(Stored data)
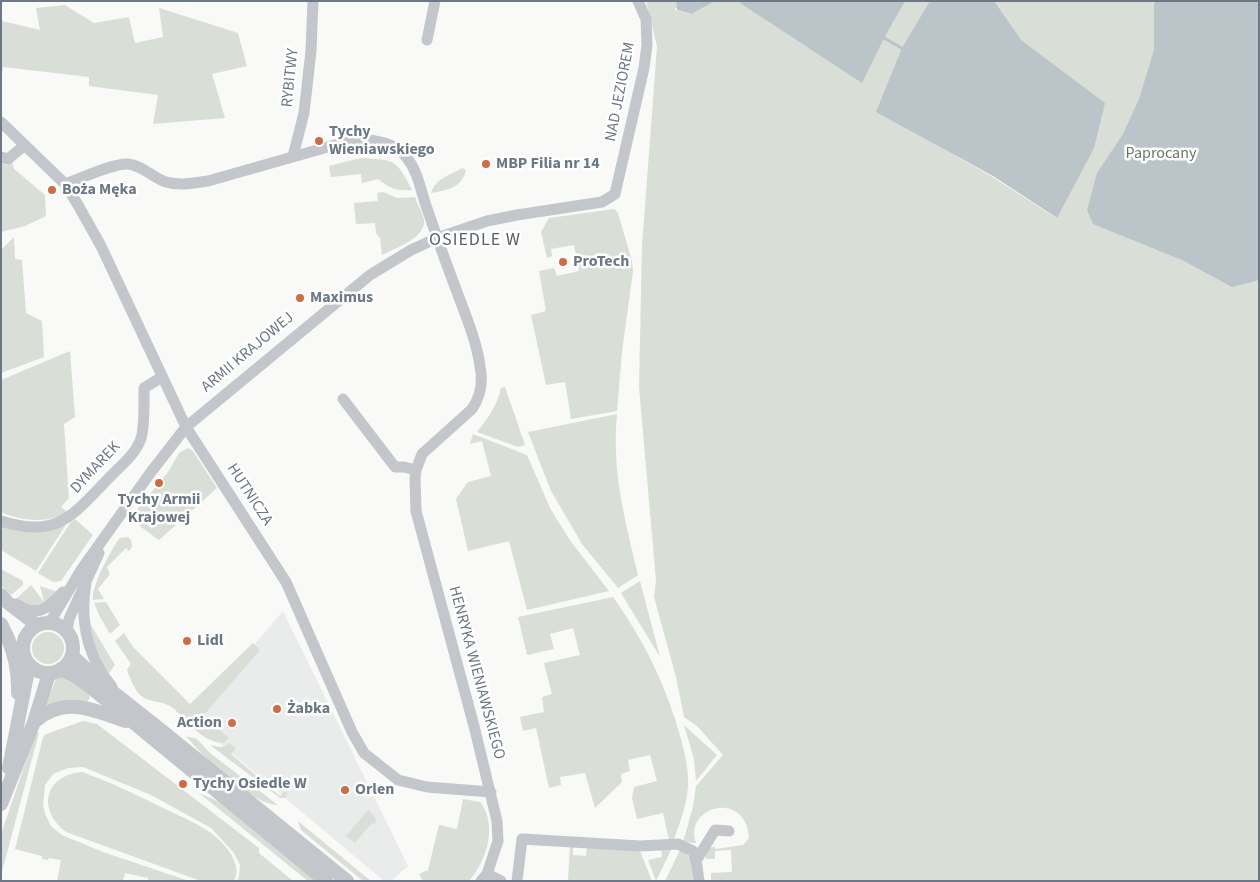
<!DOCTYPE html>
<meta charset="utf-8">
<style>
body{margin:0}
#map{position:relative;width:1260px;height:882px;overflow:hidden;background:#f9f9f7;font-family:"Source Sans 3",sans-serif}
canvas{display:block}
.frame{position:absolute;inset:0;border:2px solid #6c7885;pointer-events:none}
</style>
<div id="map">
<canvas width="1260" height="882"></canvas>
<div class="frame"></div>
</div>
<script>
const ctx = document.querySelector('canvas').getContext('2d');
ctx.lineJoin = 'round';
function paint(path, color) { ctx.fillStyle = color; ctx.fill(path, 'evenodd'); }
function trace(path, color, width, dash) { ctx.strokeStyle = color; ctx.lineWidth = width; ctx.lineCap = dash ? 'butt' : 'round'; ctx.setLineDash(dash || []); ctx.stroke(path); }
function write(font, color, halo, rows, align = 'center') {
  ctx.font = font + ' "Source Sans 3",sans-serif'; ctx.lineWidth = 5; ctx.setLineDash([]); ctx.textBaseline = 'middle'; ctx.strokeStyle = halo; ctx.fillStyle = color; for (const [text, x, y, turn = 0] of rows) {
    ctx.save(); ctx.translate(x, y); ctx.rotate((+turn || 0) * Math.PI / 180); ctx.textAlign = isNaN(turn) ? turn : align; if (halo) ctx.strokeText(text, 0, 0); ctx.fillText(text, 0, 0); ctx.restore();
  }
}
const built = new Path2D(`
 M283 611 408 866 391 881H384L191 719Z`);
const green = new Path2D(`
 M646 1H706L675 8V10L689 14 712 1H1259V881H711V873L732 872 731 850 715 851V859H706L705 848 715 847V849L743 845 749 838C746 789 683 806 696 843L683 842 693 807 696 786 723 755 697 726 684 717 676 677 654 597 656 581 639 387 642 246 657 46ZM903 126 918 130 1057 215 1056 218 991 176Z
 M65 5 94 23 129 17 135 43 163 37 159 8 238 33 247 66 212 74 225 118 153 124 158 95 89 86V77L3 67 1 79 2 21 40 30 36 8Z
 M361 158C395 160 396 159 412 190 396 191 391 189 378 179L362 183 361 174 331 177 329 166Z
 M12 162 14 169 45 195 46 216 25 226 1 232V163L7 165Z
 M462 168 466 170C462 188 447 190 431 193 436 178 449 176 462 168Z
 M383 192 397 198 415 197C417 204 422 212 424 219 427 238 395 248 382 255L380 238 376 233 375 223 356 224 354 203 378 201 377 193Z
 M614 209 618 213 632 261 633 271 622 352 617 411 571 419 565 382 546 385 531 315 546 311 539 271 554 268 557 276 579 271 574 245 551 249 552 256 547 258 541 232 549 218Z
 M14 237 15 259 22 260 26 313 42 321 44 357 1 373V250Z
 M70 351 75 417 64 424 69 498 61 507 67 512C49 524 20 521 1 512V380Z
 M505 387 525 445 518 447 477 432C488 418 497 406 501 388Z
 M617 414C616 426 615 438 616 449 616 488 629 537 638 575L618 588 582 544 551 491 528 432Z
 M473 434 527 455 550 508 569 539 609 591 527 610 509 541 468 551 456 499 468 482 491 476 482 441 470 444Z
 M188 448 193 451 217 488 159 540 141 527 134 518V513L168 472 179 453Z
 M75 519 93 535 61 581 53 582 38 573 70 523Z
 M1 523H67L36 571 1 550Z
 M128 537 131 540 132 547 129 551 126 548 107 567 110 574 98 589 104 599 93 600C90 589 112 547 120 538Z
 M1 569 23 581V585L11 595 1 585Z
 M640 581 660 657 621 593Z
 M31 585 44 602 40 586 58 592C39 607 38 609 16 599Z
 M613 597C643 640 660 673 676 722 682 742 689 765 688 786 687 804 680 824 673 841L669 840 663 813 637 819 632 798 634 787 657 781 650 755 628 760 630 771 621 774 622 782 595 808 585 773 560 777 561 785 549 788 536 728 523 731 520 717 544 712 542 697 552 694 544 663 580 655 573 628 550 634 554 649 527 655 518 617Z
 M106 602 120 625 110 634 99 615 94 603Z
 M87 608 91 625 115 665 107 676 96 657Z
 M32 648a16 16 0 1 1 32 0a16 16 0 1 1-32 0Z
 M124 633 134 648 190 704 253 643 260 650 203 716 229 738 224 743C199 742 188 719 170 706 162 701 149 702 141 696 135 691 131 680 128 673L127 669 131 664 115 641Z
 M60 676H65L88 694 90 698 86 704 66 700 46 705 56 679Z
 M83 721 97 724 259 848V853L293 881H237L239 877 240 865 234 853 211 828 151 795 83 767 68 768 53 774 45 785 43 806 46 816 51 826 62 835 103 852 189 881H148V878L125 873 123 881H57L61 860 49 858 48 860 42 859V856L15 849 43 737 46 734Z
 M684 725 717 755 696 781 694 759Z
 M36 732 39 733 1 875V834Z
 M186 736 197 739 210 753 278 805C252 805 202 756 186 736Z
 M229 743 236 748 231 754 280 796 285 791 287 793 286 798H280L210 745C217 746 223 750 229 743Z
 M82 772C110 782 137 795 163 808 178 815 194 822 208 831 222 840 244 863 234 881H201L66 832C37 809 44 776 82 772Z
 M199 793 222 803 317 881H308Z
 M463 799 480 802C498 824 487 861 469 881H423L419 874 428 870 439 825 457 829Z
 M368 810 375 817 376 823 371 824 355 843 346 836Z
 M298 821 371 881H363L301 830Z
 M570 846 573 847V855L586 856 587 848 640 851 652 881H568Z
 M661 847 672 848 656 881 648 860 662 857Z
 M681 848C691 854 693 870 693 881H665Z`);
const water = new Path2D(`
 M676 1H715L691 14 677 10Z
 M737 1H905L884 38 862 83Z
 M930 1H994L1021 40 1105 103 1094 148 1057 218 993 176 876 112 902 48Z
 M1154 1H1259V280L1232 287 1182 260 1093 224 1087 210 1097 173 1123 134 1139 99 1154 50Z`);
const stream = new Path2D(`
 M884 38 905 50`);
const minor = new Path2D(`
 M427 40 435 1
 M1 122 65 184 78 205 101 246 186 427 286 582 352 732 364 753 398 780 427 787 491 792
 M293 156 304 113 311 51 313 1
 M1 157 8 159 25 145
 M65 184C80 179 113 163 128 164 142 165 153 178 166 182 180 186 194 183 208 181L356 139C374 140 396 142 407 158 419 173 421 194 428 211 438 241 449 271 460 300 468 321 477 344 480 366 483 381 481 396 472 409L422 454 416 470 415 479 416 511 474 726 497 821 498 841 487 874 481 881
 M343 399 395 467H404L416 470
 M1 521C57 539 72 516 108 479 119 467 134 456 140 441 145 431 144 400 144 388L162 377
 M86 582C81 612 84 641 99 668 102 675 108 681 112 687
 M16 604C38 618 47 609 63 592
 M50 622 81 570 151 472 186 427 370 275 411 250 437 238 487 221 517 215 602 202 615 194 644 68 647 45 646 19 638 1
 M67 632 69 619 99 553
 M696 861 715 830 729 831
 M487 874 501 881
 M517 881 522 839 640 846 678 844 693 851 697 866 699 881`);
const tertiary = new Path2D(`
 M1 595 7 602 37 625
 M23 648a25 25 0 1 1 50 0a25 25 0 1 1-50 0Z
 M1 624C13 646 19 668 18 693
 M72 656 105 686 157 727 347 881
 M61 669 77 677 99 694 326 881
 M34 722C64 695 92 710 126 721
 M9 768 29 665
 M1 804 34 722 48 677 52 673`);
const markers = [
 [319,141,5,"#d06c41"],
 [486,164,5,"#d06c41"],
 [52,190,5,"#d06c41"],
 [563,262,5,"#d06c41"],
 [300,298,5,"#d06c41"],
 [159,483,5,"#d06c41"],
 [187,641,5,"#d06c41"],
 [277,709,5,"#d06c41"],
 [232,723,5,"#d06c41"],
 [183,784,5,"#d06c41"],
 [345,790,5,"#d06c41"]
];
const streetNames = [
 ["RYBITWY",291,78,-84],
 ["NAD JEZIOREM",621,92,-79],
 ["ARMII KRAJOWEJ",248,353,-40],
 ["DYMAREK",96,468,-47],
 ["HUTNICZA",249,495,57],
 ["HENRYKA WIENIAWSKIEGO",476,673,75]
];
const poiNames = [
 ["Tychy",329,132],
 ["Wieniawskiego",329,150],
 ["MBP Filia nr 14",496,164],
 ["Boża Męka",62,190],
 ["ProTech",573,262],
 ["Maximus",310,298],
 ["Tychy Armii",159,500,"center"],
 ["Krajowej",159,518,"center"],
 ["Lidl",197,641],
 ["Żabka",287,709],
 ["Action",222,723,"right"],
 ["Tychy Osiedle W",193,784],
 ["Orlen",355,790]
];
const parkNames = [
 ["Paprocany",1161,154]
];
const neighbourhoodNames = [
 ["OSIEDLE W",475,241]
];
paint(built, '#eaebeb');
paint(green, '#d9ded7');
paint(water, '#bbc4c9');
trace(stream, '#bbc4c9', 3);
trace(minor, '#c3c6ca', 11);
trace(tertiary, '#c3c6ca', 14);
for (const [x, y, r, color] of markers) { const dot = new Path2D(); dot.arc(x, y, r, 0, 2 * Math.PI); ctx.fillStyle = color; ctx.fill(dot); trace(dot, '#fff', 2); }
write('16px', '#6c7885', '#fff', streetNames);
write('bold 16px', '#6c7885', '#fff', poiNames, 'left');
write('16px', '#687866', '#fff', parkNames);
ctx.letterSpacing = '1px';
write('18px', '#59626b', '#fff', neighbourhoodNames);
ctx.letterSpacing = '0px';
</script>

# [Directions]
Across the entries above, tally the lines that contain the string "halo" and give that figure alone.

# [Task response]
3